Bhagya Athukorallage

Macroscopic theory for capillary-pressure hysteresis.

In this article, we present a theory of macroscopic contact angle hysteresis by considering the minimization of the Helmholtz free energy of a solid-liquid-gas system over a convex set, subject to a constant volume constraint. The liquid and solid surfaces in contact are assumed to adhere weakly to each other, causing the interfacial energy to be set-valued. A simple calculus of variations argument for the minimization of the Helmholtz energy leads to the Young-Laplace equation for the drop surface in contact with the gas and a variational inequality that yields contact angle hysteresis for advancing/receding flow. We also show that the Young-Laplace equation with a Dirichlet boundary condition together with the variational inequality yields a basic hysteresis operator that describes the relationship between capillary pressure and volume. We validate the theory using results from the experiment for a sessile macroscopic drop. Although the capillary effect is a complex phenomenon even for a droplet as various points along the contact line might be pinned, the capillary pressure and volume of the drop are scalar variables that encapsulate the global quasistatic energy information for the entire droplet. Studying the capillary pressure versus volume relationship greatly simplifies the understanding and modeling of the phenomenon just as scalar magnetic hysteresis graphs greatly aided the modeling of devices with magnetic materials.

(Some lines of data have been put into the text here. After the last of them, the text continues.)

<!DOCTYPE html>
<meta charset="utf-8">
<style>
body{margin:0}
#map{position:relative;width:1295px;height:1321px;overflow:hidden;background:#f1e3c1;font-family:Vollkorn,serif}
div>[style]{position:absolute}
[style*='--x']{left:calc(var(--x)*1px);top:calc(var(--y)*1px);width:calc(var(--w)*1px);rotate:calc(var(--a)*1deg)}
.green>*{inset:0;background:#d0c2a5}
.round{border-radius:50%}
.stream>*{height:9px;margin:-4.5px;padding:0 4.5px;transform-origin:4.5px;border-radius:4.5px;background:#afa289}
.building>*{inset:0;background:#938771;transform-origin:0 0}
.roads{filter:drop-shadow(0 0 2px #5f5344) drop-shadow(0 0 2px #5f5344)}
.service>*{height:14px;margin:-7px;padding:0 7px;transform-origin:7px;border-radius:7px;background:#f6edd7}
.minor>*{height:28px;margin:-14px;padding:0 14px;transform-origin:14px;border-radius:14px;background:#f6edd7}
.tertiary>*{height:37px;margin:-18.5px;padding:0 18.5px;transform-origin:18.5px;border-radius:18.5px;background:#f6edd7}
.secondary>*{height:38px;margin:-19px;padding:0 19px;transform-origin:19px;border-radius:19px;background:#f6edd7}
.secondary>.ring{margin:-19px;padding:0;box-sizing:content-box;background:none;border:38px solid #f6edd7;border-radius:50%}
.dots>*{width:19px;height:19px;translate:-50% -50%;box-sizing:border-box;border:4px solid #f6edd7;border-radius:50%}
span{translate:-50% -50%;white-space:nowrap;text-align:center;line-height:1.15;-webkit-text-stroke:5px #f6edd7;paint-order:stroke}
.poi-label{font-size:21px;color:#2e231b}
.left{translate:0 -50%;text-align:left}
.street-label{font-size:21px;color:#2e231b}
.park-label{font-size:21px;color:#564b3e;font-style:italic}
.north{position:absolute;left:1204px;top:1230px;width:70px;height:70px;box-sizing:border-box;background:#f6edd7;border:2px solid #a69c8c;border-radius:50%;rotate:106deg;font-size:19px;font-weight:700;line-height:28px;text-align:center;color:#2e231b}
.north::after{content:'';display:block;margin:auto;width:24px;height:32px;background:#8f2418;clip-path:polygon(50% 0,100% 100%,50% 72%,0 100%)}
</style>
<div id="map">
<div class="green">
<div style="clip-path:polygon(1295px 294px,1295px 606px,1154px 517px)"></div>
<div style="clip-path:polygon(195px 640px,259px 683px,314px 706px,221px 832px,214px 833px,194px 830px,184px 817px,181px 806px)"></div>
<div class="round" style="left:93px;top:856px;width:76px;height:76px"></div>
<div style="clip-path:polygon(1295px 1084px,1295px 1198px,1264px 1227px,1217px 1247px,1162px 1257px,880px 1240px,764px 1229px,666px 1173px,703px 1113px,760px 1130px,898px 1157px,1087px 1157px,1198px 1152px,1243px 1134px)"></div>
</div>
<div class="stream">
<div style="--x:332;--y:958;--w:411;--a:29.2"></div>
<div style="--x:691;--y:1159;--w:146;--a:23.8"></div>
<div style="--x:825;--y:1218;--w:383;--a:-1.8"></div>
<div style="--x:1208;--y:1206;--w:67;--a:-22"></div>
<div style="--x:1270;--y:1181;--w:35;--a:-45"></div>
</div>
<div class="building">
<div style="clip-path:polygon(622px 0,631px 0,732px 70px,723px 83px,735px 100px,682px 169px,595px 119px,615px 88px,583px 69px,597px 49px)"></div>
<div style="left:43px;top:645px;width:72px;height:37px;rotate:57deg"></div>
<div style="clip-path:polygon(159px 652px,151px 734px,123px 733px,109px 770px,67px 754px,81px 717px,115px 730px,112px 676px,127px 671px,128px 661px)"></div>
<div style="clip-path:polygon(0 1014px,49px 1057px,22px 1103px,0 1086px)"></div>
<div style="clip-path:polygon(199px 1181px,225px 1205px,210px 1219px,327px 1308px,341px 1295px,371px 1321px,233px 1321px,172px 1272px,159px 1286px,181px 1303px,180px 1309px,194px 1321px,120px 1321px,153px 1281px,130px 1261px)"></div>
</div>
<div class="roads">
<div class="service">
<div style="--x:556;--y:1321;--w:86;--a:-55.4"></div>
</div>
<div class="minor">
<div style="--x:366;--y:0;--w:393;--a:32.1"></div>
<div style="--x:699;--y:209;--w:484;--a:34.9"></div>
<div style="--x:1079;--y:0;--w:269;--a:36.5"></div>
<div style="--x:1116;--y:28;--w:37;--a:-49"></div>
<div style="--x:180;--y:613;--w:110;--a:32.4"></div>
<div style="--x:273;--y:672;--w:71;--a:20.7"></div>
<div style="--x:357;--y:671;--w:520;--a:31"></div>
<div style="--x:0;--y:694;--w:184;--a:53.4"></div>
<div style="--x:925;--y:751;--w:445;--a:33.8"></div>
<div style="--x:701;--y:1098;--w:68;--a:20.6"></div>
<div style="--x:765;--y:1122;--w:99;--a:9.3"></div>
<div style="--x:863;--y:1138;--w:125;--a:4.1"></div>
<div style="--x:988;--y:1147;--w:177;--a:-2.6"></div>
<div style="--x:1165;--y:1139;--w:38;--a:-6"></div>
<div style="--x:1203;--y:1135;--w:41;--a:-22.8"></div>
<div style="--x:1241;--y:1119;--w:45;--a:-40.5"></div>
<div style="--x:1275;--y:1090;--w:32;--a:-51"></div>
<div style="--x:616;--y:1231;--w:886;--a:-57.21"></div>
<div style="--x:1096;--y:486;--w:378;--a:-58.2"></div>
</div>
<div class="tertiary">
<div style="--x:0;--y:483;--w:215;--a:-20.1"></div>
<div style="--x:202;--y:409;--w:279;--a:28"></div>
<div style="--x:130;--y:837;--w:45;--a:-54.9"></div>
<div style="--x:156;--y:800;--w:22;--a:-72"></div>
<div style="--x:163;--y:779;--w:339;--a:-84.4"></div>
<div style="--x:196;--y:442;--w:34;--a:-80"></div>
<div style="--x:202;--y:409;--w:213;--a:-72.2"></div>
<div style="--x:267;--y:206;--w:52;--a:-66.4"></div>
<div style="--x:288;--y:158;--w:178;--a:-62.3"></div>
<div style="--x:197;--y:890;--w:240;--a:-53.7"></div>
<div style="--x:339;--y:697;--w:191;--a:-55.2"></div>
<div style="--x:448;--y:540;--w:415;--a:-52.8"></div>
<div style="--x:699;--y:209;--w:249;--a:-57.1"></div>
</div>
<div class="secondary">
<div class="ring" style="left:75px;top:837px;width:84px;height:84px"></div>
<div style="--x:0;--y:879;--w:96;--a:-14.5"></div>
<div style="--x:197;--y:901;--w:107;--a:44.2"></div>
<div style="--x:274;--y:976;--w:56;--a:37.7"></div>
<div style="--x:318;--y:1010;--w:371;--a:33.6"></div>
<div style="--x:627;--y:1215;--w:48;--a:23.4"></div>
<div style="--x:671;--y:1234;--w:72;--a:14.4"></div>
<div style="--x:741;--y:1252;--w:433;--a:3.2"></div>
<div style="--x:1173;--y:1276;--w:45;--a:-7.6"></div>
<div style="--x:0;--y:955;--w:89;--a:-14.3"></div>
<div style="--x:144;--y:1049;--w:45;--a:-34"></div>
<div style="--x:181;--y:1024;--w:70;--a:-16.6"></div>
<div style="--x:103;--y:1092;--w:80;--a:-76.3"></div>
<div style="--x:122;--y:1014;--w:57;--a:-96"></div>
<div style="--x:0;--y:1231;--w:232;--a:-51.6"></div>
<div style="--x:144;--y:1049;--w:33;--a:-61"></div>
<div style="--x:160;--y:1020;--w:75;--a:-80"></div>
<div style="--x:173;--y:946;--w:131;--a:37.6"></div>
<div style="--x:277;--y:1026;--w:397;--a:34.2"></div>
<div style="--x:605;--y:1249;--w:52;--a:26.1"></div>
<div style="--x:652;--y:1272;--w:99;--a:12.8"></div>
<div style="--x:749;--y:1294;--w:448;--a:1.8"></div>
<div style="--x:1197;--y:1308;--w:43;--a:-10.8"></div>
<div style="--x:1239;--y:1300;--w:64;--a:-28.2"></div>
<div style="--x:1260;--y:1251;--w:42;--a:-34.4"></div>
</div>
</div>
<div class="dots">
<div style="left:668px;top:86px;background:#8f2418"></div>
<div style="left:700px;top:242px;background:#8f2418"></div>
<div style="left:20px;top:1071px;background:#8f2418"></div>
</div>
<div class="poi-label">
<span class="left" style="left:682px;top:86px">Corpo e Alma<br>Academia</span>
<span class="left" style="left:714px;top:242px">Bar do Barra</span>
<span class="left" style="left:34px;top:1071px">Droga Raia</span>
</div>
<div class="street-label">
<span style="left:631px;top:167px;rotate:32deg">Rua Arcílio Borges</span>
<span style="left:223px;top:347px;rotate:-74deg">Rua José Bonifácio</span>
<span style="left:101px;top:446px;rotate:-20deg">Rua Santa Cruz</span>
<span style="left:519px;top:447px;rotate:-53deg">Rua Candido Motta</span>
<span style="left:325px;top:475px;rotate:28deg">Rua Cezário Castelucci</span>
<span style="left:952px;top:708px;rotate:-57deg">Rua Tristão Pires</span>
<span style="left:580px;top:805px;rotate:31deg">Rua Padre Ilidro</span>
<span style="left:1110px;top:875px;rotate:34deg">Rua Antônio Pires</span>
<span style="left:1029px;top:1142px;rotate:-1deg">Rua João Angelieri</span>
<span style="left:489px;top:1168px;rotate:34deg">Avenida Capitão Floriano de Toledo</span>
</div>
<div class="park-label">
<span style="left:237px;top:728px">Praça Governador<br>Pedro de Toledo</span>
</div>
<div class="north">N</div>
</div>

Elastic Surface Model For Beta-Barrels: Geometric, Computational, And Statistical Analysis

Over the past 2 decades, many different geometric models were created for beta barrels, including, but not limited to: cylinders, 1‐sheeted hyperboloids, twisted hyperboloids, catenoids, and so forth. We are proponents of an elastic surface model for beta‐barrels, which includes the minimal surface model as a particular case, but is a lot more comprehensive. Beta barrel models are obtained as numerical solutions of a boundary value problem, using the COMSOL Multiphysics Modeling Software. We have compared them against the best fitting statistical models, with positive results. The geometry of each individual beta barrel, as a rotational elastic surface, is determined by the ratio between the exterior diameter and the height. Through our COMSOL computational modeling, we created a rather large variety of generalized Willmore surfaces that may represent models for beta barrels. The catenoid is just a particular solution among all these shapes.

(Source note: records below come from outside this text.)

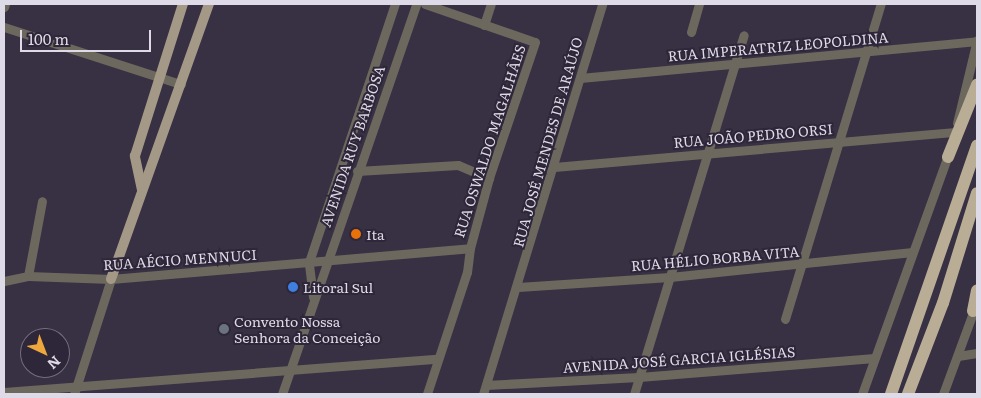 <!DOCTYPE html>
<meta charset="utf-8">
<style>
body{margin:0}
#map{position:relative;width:981px;height:398px;overflow:hidden;background:#383043;font-family:Literata,serif}
div>[style]{position:absolute}
[style*='--x']{left:calc(var(--x)*1px);top:calc(var(--y)*1px);width:calc(var(--w)*1px);rotate:calc(var(--a)*1deg)}
.minor>*{height:9px;margin:-4.5px;padding:0 4.5px;transform-origin:4.5px;border-radius:4.5px;background:#6d685e}
.major>*{height:10px;margin:-5px;padding:0 5px;transform-origin:5px;border-radius:5px;background:#a49987}
.highway>*{height:12px;margin:-6px;padding:0 6px;transform-origin:6px;border-radius:6px;background:#baad96}
.dots>*{width:14px;height:14px;translate:-50% -50%;box-sizing:border-box;border:2px solid #2e2639;border-radius:50%}
span{translate:-50% -50%;white-space:nowrap;text-align:center;line-height:1.15;-webkit-text-stroke:4px #2e2639;paint-order:stroke}
.street-label{font-size:14px;color:#dfdae7}
.poi-label{font-size:14px;color:#dfdae7}
.left{translate:0 -50%;text-align:left}
.frame{position:absolute;inset:0;border:5px solid #dfdae7;pointer-events:none}
.north{position:absolute;left:20px;top:328px;width:50px;height:50px;box-sizing:border-box;background:#2e2639;border:1px solid #756e7f;border-radius:50%;rotate:137deg;font-size:14px;font-weight:700;line-height:20px;text-align:center;color:#dfdae7}
.north::after{content:'';display:block;margin:auto;width:18px;height:22px;background:#eea73d;clip-path:polygon(50% 0,100% 100%,50% 72%,0 100%)}
.scale{position:absolute;left:20px;top:30px;width:131px;height:22px;box-sizing:border-box;border:2px solid #dfdae7;border-top:0;padding-left:6px;font-size:15px;line-height:18px;white-space:nowrap;color:#dfdae7;-webkit-text-stroke:4px #2e2639;paint-order:stroke}
</style>
<div id="map">
<div class="minor">
<i style="--x:425;--y:4;--w:116;--a:19.1"></i>
<i style="--x:535;--y:42;--w:144;--a:108.7"></i>
<i style="--x:489;--y:178;--w:73;--a:105.2"></i>
<i style="--x:470;--y:248;--w:24;--a:97"></i>
<i style="--x:467;--y:272;--w:128;--a:108.2"></i>
<i style="--x:4;--y:7;--w:3;--a:-72"></i>
<i style="--x:484;--y:25;--w:22;--a:-72"></i>
<i style="--x:4;--y:27;--w:186;--a:17.9"></i>
<i style="--x:691;--y:32;--w:29;--a:-74"></i>
<i style="--x:580;--y:78;--w:399;--a:-5.3"></i>
<i style="--x:957;--y:123;--w:85;--a:-76.5"></i>
<i style="--x:554;--y:167;--w:403;--a:-5"></i>
<i style="--x:357;--y:171;--w:101;--a:-3.4"></i>
<i style="--x:458;--y:165;--w:34;--a:23"></i>
<i style="--x:28;--y:276;--w:76;--a:-79.4"></i>
<i style="--x:4;--y:281;--w:25;--a:-12"></i>
<i style="--x:28;--y:276;--w:83;--a:2.1"></i>
<i style="--x:111;--y:279;--w:360;--a:-4.9"></i>
<i style="--x:518;--y:287;--w:152;--a:-3.8"></i>
<i style="--x:670;--y:277;--w:244;--a:-5.9"></i>
<i style="--x:313;--y:297;--w:35;--a:-97"></i>
<i style="--x:309;--y:262;--w:272;--a:-71.6"></i>
<i style="--x:785;--y:319;--w:329;--a:-73.1"></i>
<i style="--x:958;--y:356;--w:19;--a:-9"></i>
<i style="--x:486;--y:385;--w:153;--a:-3"></i>
<i style="--x:639;--y:377;--w:236;--a:-4.6"></i>
<i style="--x:4;--y:392;--w:434;--a:-4.4"></i>
<i style="--x:74;--y:394;--w:121;--a:-72.2"></i>
<i style="--x:282;--y:394;--w:412;--a:-71"></i>
<i style="--x:483;--y:394;--w:408;--a:-73"></i>
<i style="--x:634;--y:394;--w:375;--a:-73"></i>
<i style="--x:862;--y:394;--w:257;--a:-70.2"></i>
<i style="--x:943;--y:394;--w:93;--a:-69.8"></i>
</div>
<div class="major">
<i style="--x:142;--y:190;--w:35;--a:-102"></i>
<i style="--x:135;--y:156;--w:159;--a:-72.5"></i>
<i style="--x:111;--y:279;--w:292;--a:-70.4"></i>
</div>
<div class="highway">
<i style="--x:948;--y:157;--w:78;--a:-68.1"></i>
<i style="--x:973;--y:311;--w:21;--a:-79"></i>
<i style="--x:891;--y:394;--w:263;--a:-70.9"></i>
<i style="--x:908;--y:394;--w:97;--a:-69"></i>
<i style="--x:943;--y:303;--w:115;--a:-72.8"></i>
</div>
<div class="dots">
<i style="left:356px;top:234px;background:#e8710a"></i>
<i style="left:293px;top:287px;background:#3f7fe0"></i>
<i style="left:224px;top:329px;background:#6b7280"></i>
</div>
<div class="street-label">
<span style="left:778px;top:46px;rotate:-5deg">RUA IMPERATRIZ LEOPOLDINA</span>
<span style="left:753px;top:135px;rotate:-5deg">RUA JOÃO PEDRO ORSI</span>
<span style="left:489px;top:141px;rotate:-72deg">RUA OSWALDO MAGALHÃES</span>
<span style="left:547px;top:142px;rotate:-74deg">RUA JOSÉ MENDES DE ARAÚJO</span>
<span style="left:352px;top:146px;rotate:-71deg">AVENIDA RUY BARBOSA</span>
<span style="left:715px;top:258px;rotate:-5deg">RUA HÉLIO BORBA VITA</span>
<span style="left:180px;top:259px;rotate:-4deg">RUA AÉCIO MENNUCI</span>
<span style="left:679px;top:359px;rotate:-4deg">AVENIDA JOSÉ GARCIA IGLÉSIAS</span>
</div>
<div class="poi-label">
<span class="left" style="left:366px;top:234px">Ita</span>
<span class="left" style="left:303px;top:287px">Litoral Sul</span>
<span class="left" style="left:234px;top:329px">Convento Nossa<br>Senhora da Conceição</span>
</div>
<div class="frame"></div>
<div class="north">N</div>
<div class="scale">100 m</div>
</div>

Investigation of energy dissipation due to contact angle hysteresis in capillary effect

Capillary action or Capillarity is the ability of a liquid to flow in narrow spaces without the assistance of, and in opposition to, external forces like gravity. Three effects contribute to capillary action, namely, adhesion of the liquid to the walls of the confining solid; meniscus formation; and low Reynolds number fluid flow. We investigate the dissipation of energy during one cycle of capillary action, when the liquid volume inside a capillary tube first increases and subsequently decreases while assuming quasi-static motion. The quasi-static assumption allows us to focus on the wetting phenomenon of the solid wall by the liquid and the formation of the meniscus. It is well known that the motion of a liquid on an non-ideal surface involves the expenditure of energy due to contact angle hysteresis. In this paper, we derive the equations for the menisci and the flow rules for the change of the contact angles for a liquid column in a capillary tube at a constant temperature and volume by minimizing the Helmholtz free energy using calculus of variations. We describe the numerical solution of these equations and present results from computations for the case of a capillary tube with 1 mm diameter.

Model of a contact lens and tear layer at static equilibrium

In this paper, we study the static stability of a spherical cap lens and a tear layer. The contact angle of the tear meniscus with the cornea and contact lens may have a range of values due to capillary effect hysteresis. As the lens is in static equilibrium all the forces and moments sum to zero. Capillary effect hysteresis is found to be a beneficial effect aiding the stability of the lens. The forces acting on the lens are its weight, force due to hydrostatic and atmospheric pressures and surface tension on the periphery of the lens due to the tear meniscus. The fixed parameters in the model are weight of the lens, coefficient of surface tension, magnitude of gravitational acceleration, density of the tear liquid and physical parameters of the lens such as the diameter and base curve radius. The adjustable parameters in the model are contact angles of the tear meniscus with the cornea and contact lens respectively and the position of the lens on the cornea. Numerical experiments suggest that there exists a range of values for the adjustable parameters that lead to physically reasonable solutions, for lens position; extent of overlap of the lower lid on the lens; pressure due to the lid on the lens; and the thickness of tear layer between the lens and the cornea.